STEPHEN GLASS: I'm in the middle of a file, Chuck!
[CLATTERING SOUNDS]
God -
CHUCK LANE: Back away from the desk.
STEPHEN GLASS: - damn it!
CHUCK LANE: Leave it or I will call Security!
STEPHEN GLASS: Jesus Christ!
CHUCK LANE: Okay?
STEPHEN GLASS: Can I take my Rolodex?
CHUCK LANE: Steve -
STEPHEN GLASS: Can I take my law books?
CHUCK LANE: Sure.
[END CLIP]
BOB GARFIELD: For all the good they did him! Glass is the fabulist who, between 1996 and 1998, wrote more than 40 nonfiction articles, mainly for the Washington-based New Republic, that turned out to be non-nonfiction, despite his sometimes extraordinary efforts to cover his tracks. In the intervening decade, he’s written a confessional roman à clef, called The Fabulist, gone through intensive psychotherapy and graduated with distinction from Georgetown Law School. His mentor there, Law Professor Susan Low Bloch, was one who offered character testimony, and she cannot praise him enough.
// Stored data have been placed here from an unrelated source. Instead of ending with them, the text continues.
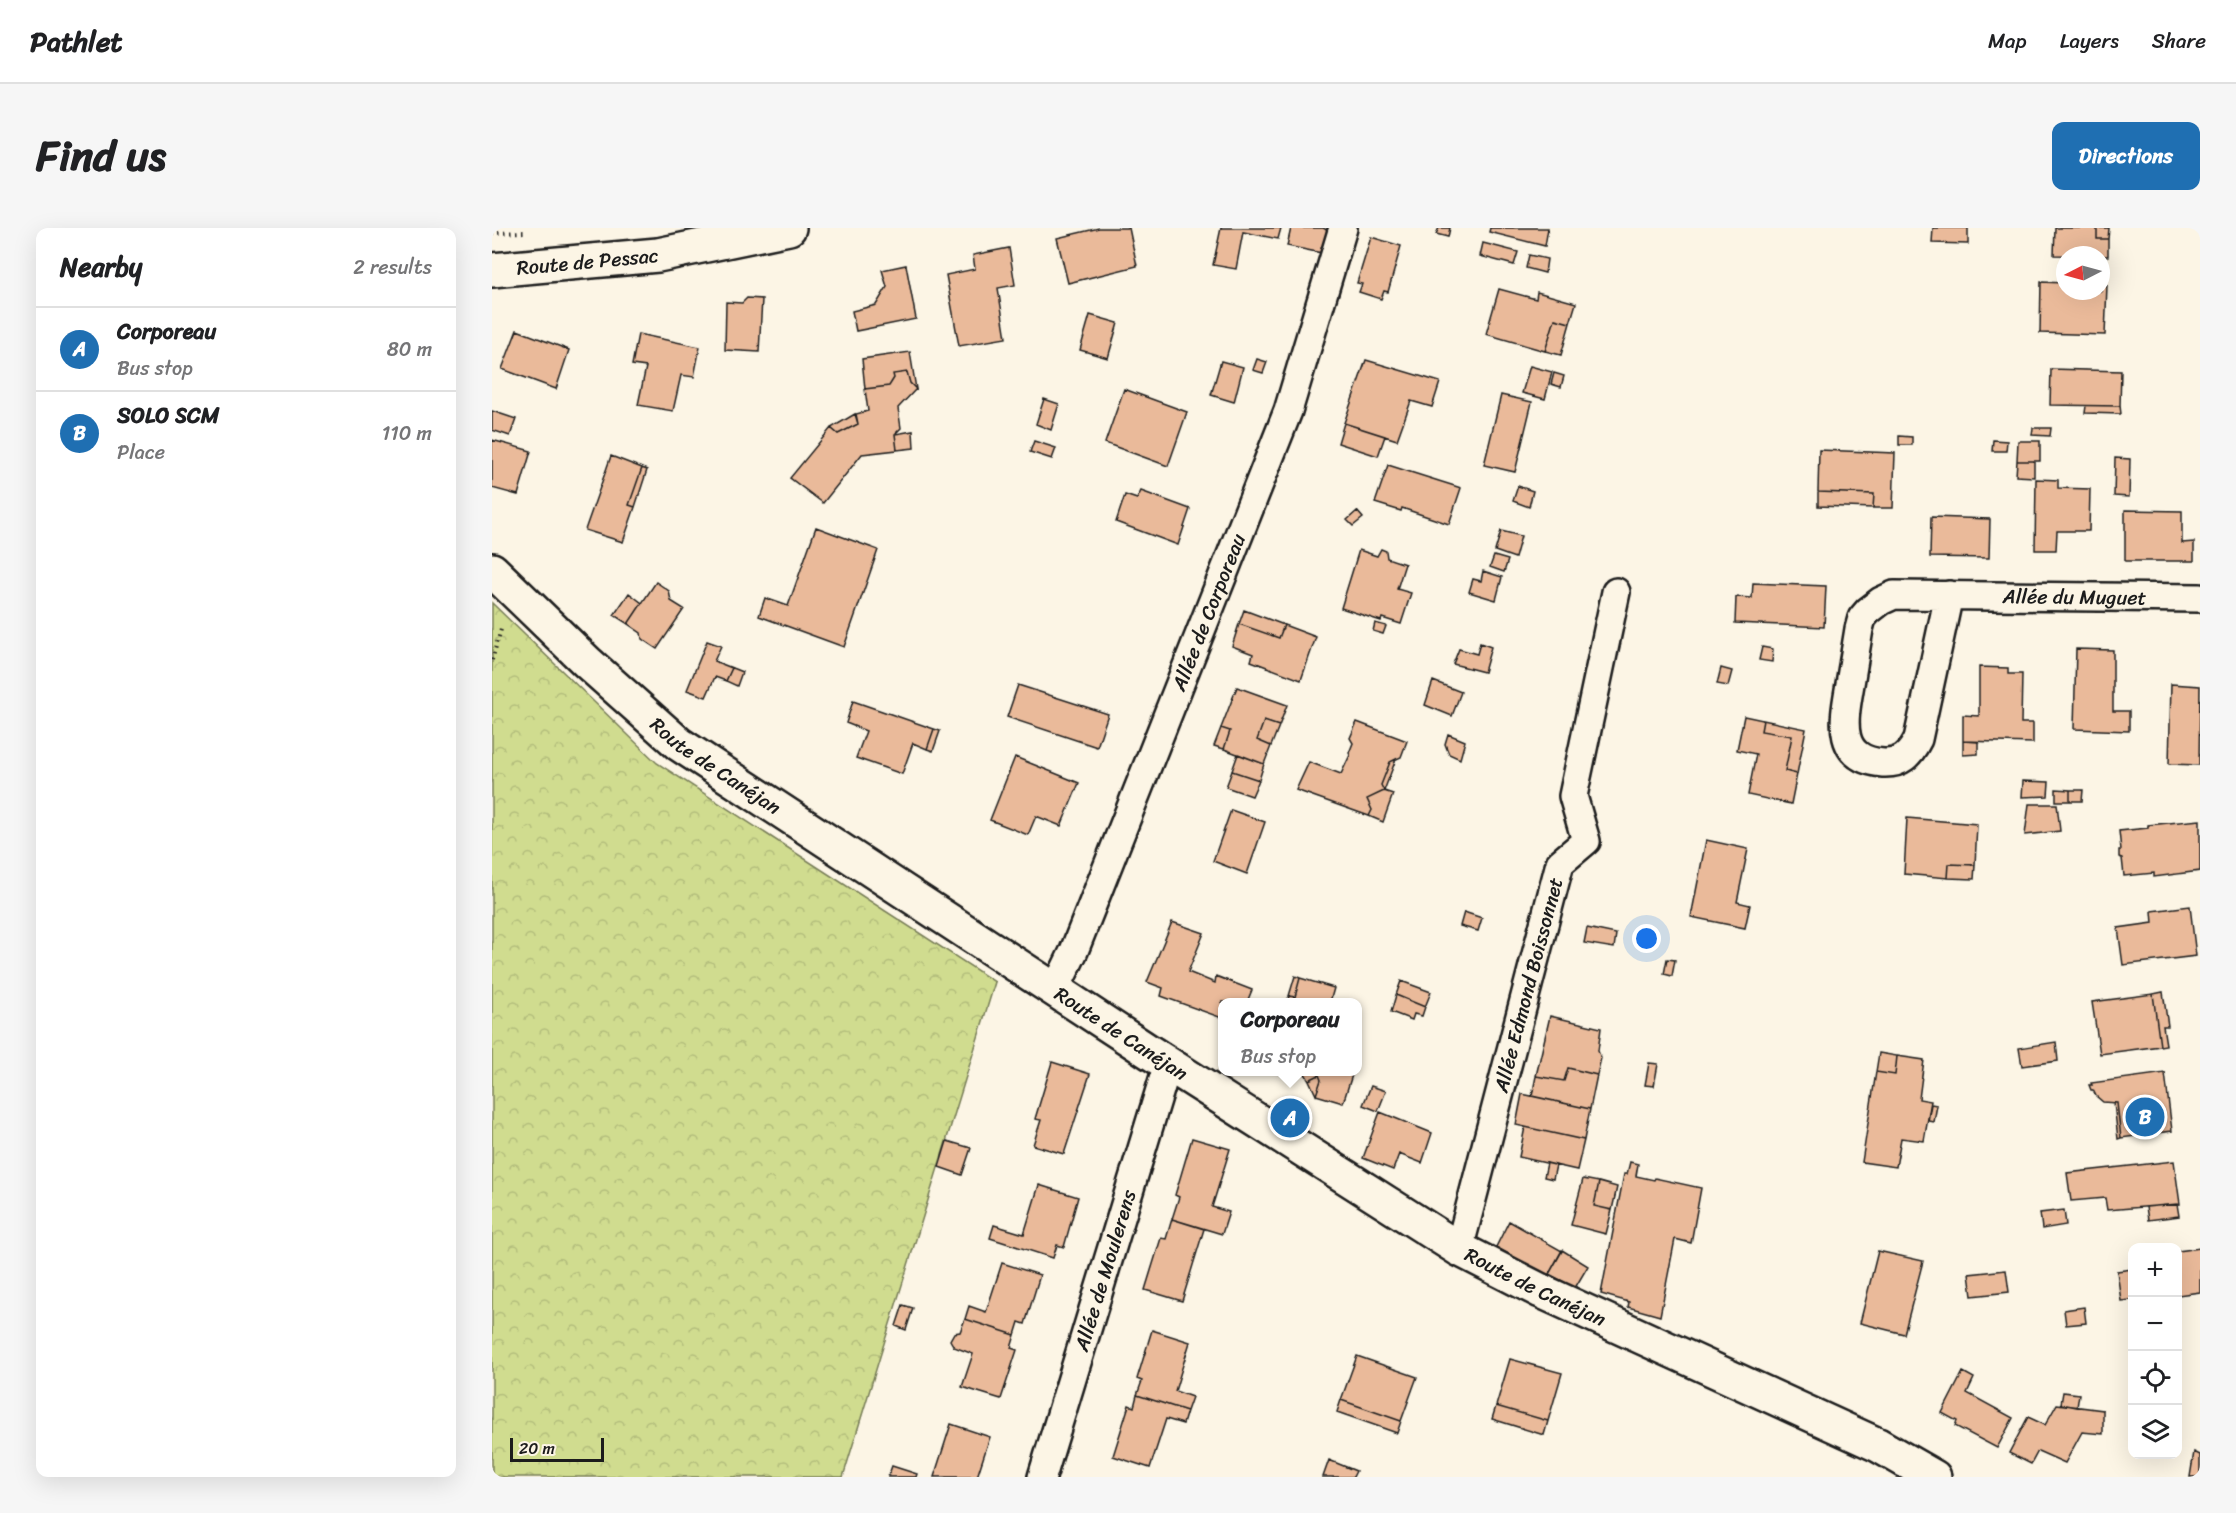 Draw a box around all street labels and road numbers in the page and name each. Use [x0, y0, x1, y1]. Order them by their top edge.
street label: Route de Pessac [515, 238, 660, 285]
street label: Allée de Corporeau [1161, 528, 1255, 697]
street label: Allée du Muguet [2001, 579, 2147, 615]
street label: Route de Canéjan [642, 708, 789, 824]
street label: Allée Edmond Boissonnet [1483, 873, 1573, 1097]
street label: Route de Canéjan [1047, 977, 1195, 1090]
street label: Allée de Moulerens [1064, 1185, 1146, 1356]
street label: Route de Canéjan [1459, 1237, 1612, 1336]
PROF. SUSAN LOW BLOCH: He learned his lesson and he’s just – he’s a very smart, very compassionate, very talented person. And he’s – he’s not able to use his talents fully. And I think for that reason, the society is worse off.
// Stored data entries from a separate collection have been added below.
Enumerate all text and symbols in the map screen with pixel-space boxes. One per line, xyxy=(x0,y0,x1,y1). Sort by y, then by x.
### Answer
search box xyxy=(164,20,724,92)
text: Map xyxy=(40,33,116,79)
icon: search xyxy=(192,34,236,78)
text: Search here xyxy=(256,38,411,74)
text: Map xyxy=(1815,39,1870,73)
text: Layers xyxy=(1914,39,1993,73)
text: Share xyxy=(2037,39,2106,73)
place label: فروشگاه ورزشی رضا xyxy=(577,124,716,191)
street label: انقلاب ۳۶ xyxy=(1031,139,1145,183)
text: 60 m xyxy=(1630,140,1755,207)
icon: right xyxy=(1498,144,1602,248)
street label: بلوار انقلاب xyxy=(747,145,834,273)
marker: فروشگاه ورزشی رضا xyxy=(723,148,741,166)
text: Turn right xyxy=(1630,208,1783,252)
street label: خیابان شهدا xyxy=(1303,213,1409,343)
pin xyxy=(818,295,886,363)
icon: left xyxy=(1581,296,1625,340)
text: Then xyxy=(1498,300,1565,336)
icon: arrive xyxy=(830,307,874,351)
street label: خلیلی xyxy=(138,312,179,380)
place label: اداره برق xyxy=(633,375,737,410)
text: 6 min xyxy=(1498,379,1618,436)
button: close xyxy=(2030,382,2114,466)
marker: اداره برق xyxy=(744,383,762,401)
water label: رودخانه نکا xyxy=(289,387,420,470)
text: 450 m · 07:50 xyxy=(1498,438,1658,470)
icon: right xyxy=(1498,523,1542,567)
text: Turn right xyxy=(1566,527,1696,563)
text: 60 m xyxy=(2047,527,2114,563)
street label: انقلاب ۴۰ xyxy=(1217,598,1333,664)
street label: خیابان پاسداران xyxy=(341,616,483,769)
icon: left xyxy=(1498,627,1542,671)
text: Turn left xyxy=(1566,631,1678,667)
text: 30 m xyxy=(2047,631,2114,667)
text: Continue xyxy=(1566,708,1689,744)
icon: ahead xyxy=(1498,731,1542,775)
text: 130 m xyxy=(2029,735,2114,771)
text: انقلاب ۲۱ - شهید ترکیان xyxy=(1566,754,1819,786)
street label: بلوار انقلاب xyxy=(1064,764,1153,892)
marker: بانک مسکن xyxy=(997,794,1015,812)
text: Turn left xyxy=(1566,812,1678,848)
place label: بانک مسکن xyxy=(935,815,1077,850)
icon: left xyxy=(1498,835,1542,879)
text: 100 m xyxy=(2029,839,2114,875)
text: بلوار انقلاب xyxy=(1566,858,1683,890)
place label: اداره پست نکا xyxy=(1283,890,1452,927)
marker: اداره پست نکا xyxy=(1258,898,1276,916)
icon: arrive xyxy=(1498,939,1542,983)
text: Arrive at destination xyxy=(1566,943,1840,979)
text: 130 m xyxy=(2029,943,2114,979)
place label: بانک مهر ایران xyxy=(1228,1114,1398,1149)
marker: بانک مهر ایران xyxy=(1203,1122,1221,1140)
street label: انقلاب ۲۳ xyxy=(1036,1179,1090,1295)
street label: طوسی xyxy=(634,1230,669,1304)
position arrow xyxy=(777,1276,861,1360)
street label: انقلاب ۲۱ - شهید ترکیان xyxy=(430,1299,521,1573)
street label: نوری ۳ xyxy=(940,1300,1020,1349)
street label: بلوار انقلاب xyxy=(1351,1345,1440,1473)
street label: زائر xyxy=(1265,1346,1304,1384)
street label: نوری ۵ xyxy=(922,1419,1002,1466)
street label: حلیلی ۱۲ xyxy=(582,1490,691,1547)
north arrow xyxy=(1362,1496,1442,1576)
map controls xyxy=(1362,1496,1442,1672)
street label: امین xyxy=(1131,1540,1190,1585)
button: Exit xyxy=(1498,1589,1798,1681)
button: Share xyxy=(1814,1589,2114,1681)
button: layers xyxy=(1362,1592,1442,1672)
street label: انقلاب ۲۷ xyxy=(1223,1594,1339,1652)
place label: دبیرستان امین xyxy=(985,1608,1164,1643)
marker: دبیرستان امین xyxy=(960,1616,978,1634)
BOB GARFIELD: No, really, she can’t praise him enough, because the court was having none of it. Not only was Glass hard pressed to live down his spectacular violation of the 600-year-old legal cannon, Do no Falsehood, he flunked the expiation test. As one justice offered from the bench, the applicant’s ever-more glowing resume is lacking in - public self-abasement.
[HEARING CLIP]:
JUSTICE: What about this redemption, not just successful in what you’ve chosen to do, but finding redemption by giving back in a very particular way to make up for the very particular way in which you were morally wrong? How about just undertaking a crusade through books and appearances and lectures and adjunct professorships, to tell the tale of, of moral failure and moral redemption?
[END CLIP]
BOB GARFIELD: The question had echoes of Cotton Mather, the 17th century Puritan minister and politician who asserted that lawyers must, quote, “Abominate the use of all unfair arts and must scorn and fear conduct that offends the conscience?” Of course, it’s probably worth remembering that Mather was the moral authority behind the Salem witch trials.
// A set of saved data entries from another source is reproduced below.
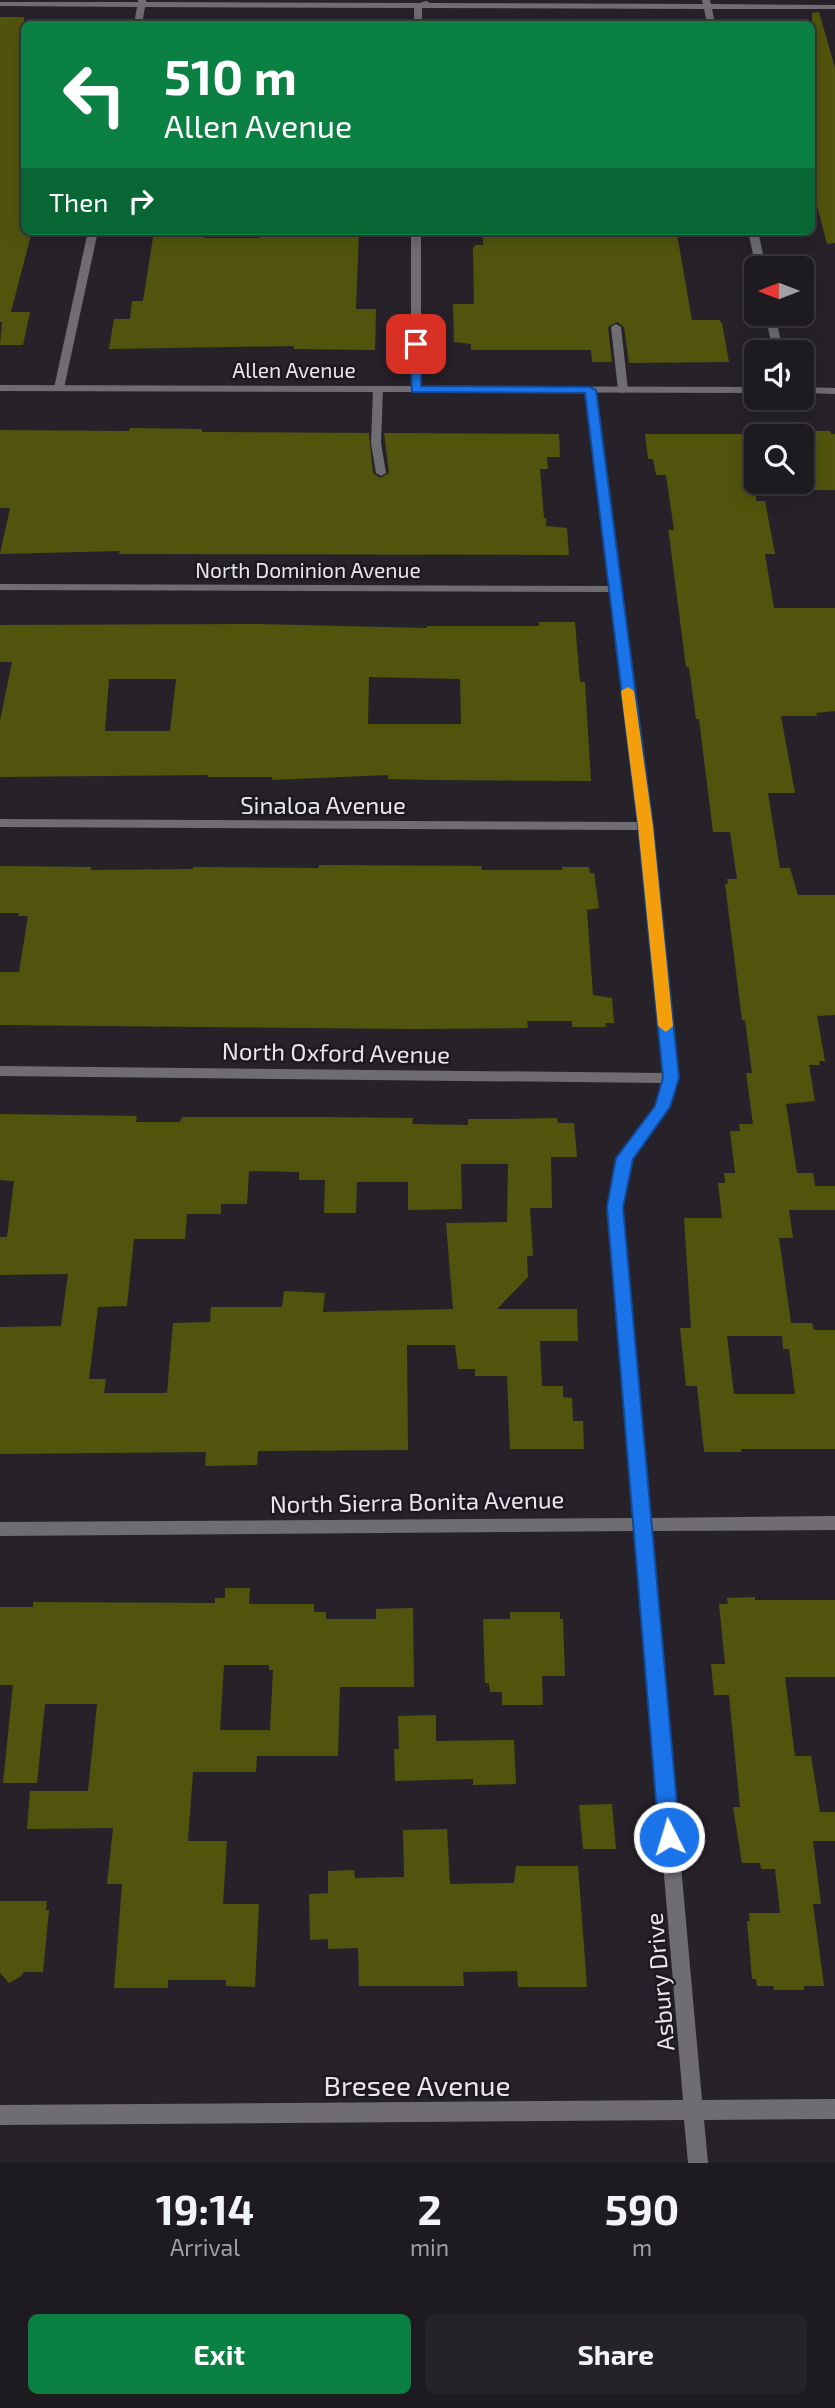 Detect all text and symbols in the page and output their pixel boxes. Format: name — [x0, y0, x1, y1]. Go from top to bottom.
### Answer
text: 510 m — [164, 46, 297, 105]
icon: left — [49, 49, 140, 140]
text: Allen Avenue — [164, 106, 352, 144]
icon: right — [122, 182, 160, 220]
text: Then — [49, 186, 108, 217]
north arrow — [744, 256, 814, 326]
map controls — [744, 256, 814, 494]
pin — [386, 314, 446, 374]
icon: arrive — [397, 325, 435, 363]
button: sound — [744, 340, 814, 410]
street label: Allen Avenue — [232, 357, 356, 382]
button: search — [744, 424, 814, 494]
street label: North Dominion Avenue — [195, 557, 421, 582]
street label: Sinaloa Avenue — [240, 790, 406, 819]
street label: North Oxford Avenue — [222, 1036, 450, 1068]
street label: North Sierra Bonita Avenue — [269, 1484, 565, 1518]
position arrow — [632, 1800, 706, 1874]
street label: Asbury Drive — [639, 1912, 679, 2052]
street label: Bresee Avenue — [324, 2068, 510, 2102]
text: 19:14 — [156, 2183, 254, 2233]
text: 2 — [417, 2183, 442, 2233]
text: 590 — [605, 2183, 679, 2233]
text: Arrival — [170, 2233, 240, 2261]
text: min — [410, 2233, 449, 2261]
text: m — [632, 2233, 652, 2261]
button: Exit — [28, 2314, 411, 2394]
button: Share — [425, 2314, 807, 2394]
It is perhaps surprising that Glass, whose brazen inventions were deeply rooted in careerist cunning, hadn’t himself contrived to mount a perpetual confessional tour. But, instead, he tried to repair his shattered life by embracing the law, first in New York where his application was dead on arrival and for the past five years in California. Considering his demonstrated excellence as a clerk and paralegal, Professor Bloch says the court's decision was harsh, unforgiving and self-righteous.
PROF. SUSAN LOW BLOCH: The judges who have worked with him find him to be an outstanding legal mind. And, of course, the California Supreme Court didn’t dispute that. They seemed to be hung up on the fact he hadn’t done enough pro bono. And, obviously, they didn't want the headline that said, “California Admits a Known Liar that New York Wouldn’t Take.” [LAUGHS]
BOB GARFIELD: Which may actually have been the right instinct. What are laws, after all, but guarantors of trust? There is no rightful place in this country for lawyers who trade cynically on lies, unless, of course, Glass wants to start all over again, in Washington.